Em abril de 2017, participei do curso Literatura infantil: o livro, o mercado e o escritor, com Tino Freitas, que me mostrou coisas das quais eu não tinha me tocado antes. A principal delas é a leitura do mercado. É o princípio básico de todo escritor, ensinado desde cedo em toda escola do país: ler mais para escrever melhor. Mas há outros elementos aí: ler para conhecer os temas abordados nas publicações contemporâneas e o estilo de quem escreve.

O mais relevante foi ouvir que precisamos ler livros infantis e juvenis para escrever livros infantis e juvenis. Essa é uma afirmação lógica? Definitivamente. Porém até aquele momento eu não tinha feito uma autoavaliação, não tinha percebido que não era a maior leitora da literatura voltada para aquele público, embora pretendesse escrever para ele. Minhas leituras de livros para crianças e jovens se resumiam àquelas da escola, do tempo em que atuei como professora. Então, foi como se Tino Freitas tivesse me sacudido e me despertado para o que deveria ser o primeiro passo do meu processo de escrita.

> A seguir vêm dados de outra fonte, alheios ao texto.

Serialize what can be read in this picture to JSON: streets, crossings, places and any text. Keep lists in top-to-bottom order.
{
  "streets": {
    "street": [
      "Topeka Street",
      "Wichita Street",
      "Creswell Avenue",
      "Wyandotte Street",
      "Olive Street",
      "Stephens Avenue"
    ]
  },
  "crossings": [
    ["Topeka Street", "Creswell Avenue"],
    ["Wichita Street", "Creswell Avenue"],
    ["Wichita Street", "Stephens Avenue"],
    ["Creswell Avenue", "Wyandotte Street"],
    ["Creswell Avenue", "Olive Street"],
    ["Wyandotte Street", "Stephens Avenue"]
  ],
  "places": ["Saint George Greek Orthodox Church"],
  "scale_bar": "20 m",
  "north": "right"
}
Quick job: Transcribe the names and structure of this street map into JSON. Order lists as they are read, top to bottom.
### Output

Aprendida a lição, faz parte de minha prática atual consultar livros infantis e juvenis, não do ponto de vista de uma leitora comum, mas interessada em aprender com quem trilhou esse caminho antes de mim. Isso não significa que tenho uma visão utilitarista da literatura para crianças e jovens. Pelo contrário, descubro um mundo e me descubro de igual forma ao mergulhar nesses livros, me emociono e me inspiro a construir histórias tão tocantes também.

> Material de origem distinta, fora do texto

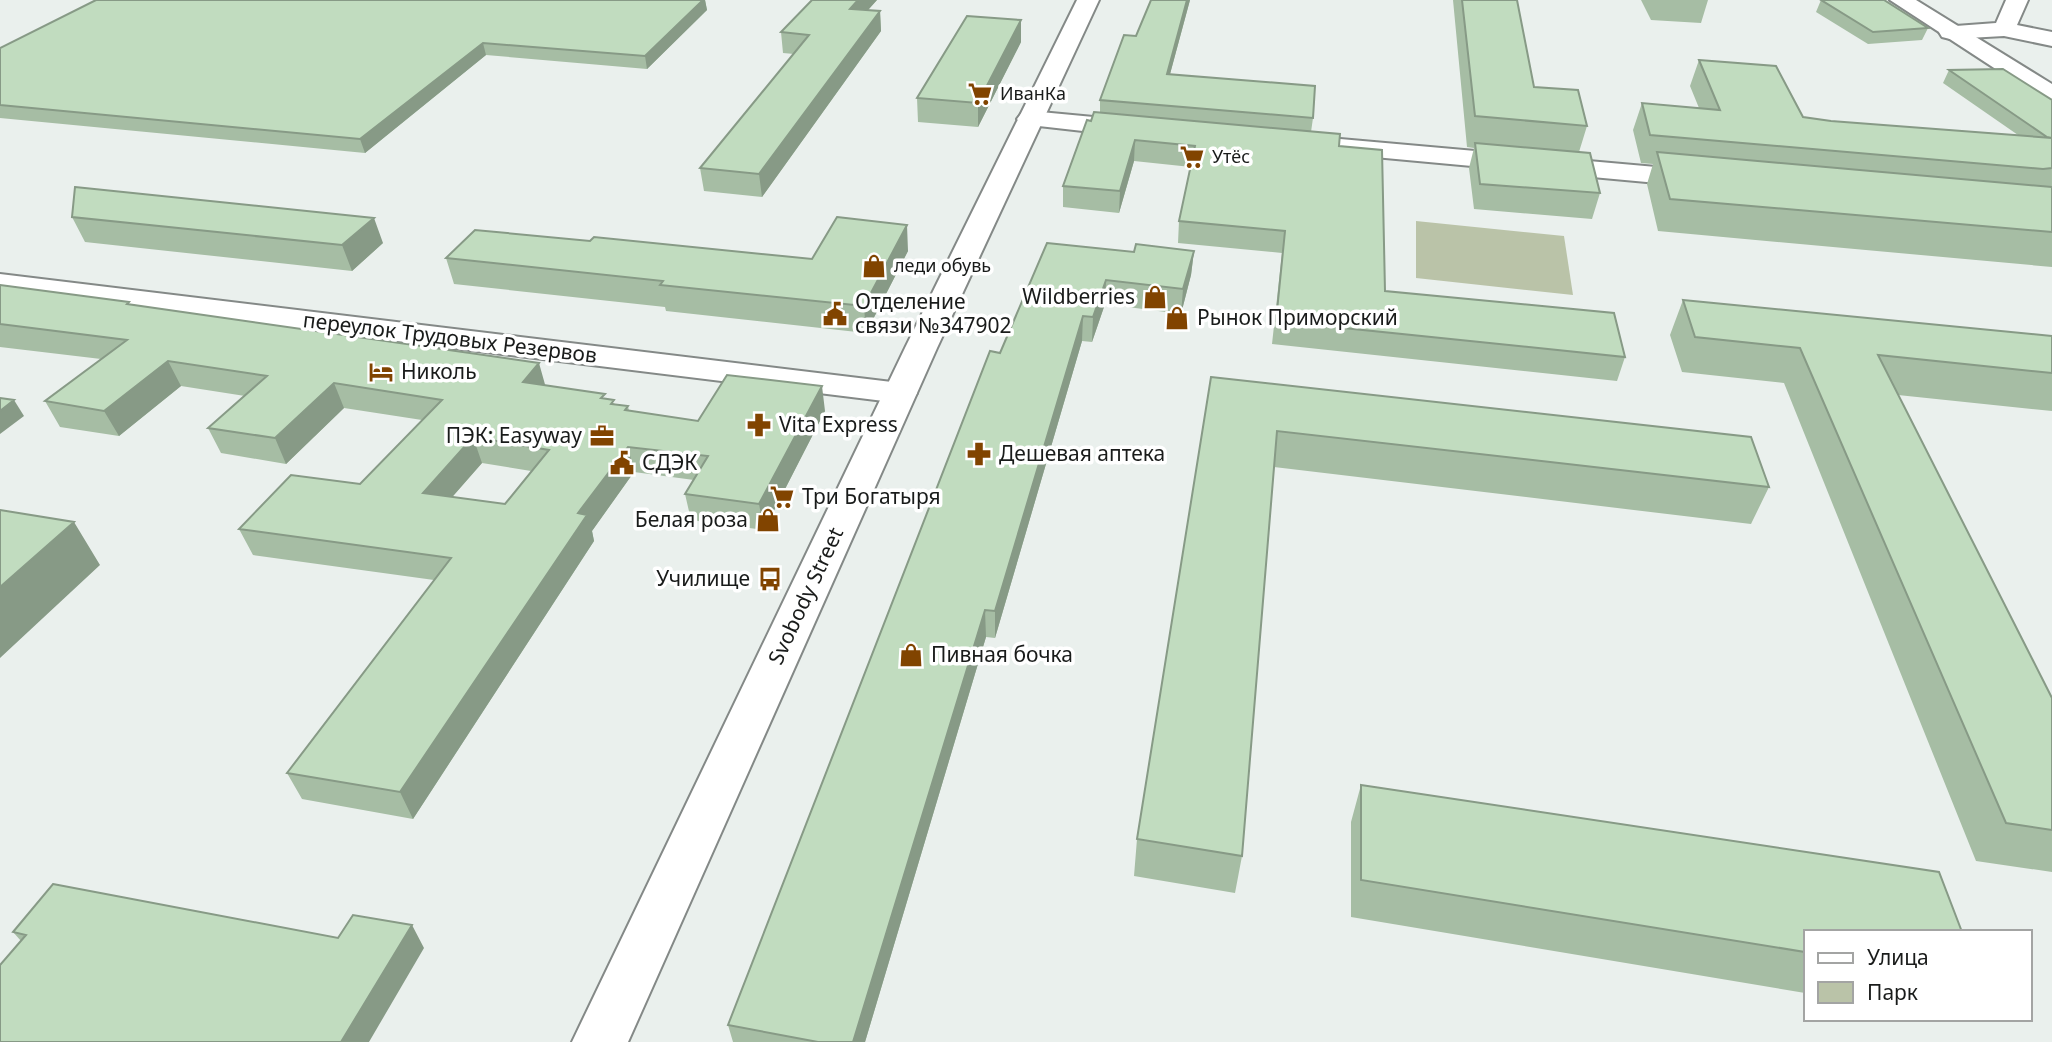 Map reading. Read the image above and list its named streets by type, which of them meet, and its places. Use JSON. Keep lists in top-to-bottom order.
{
  "streets": {
    "street": ["переулок Трудовых Резервов", "Svobody Street"]
  },
  "crossings": [
    ["переулок Трудовых Резервов", "Svobody Street"]
  ],
  "places": {
    "supermarket": ["ИванКа", "Утёс", "Три Богатыря"],
    "shop": [
      "леди обувь",
      "Wildberries",
      "Рынок Приморский",
      "Белая роза",
      "Пивная бочка"
    ],
    "public building": ["Отделение связи №347902", "СДЭК"],
    "hotel": ["Николь"],
    "pharmacy": ["Vita Express", "Дешевая аптека"],
    "office": ["ПЭК: Easyway"],
    "bus stop": ["Училище"]
  },
  "legend": ["Улица", "Парк"]
}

No último aspecto mencionado, porém, reside o perigo da leitura do mercado, como chama a atenção a frase que inseri no início desta postagem. Ela é uma das confissões de Patti Smith sobre seu processo criativo, retirada do pequeno livro Devoção. Sou como ela: ao ler produções originais, sinto-me compelida a escrever, escrever e escrever, acreditando ter o poder de fazer igual ou melhor, como uma criança que resolve ser escritora ao ler uma obra que a toca. Naquele trecho, Patti descreve seu sentimento ao ter em mãos o manuscrito de O primeiro homem, de Alfred Camus, e acrescenta:

As palavras à minha frente eram elegantes, cáusticas. Minhas mãos vibravam. Infundida de confiança, tive o ímpeto de sair correndo, subir as escadas, fechar a porta pesada que um dia foi dele, sentar diante do meu próprio monte de papel e começar meu próprio começo. Um sacrilégio sem culpa (Smith, 2018, p. 122).

O perigo a que me refiro é o de nos depararmos com a realidade: a realidade de que jamais seremos iguais aos modelos que elegemos. Então, seria essa uma tentativa frustrada? Não. Acredito que os exemplos, embora não sejam sempre positivos, existem exatamente para nos mover e nos guiar. Seguindo o passo de outro alguém, podemos construir a nossa própria marcha, com a nossa velocidade e nosso jeito de andar. Pode ser que tenhamos um rebolado que alguns vão criticar, enquanto outros considerarão o nosso charme. Pode ser que tenhamos passadas lentas ou ligeiras demais. Pode ser que tropecemos, caiamos e tenhamos que voltar ao início da caminhada. O importante, entretanto, é que aquele que foi à frente, desbravando a estrada, nos deixou preparada ao menos uma vereda.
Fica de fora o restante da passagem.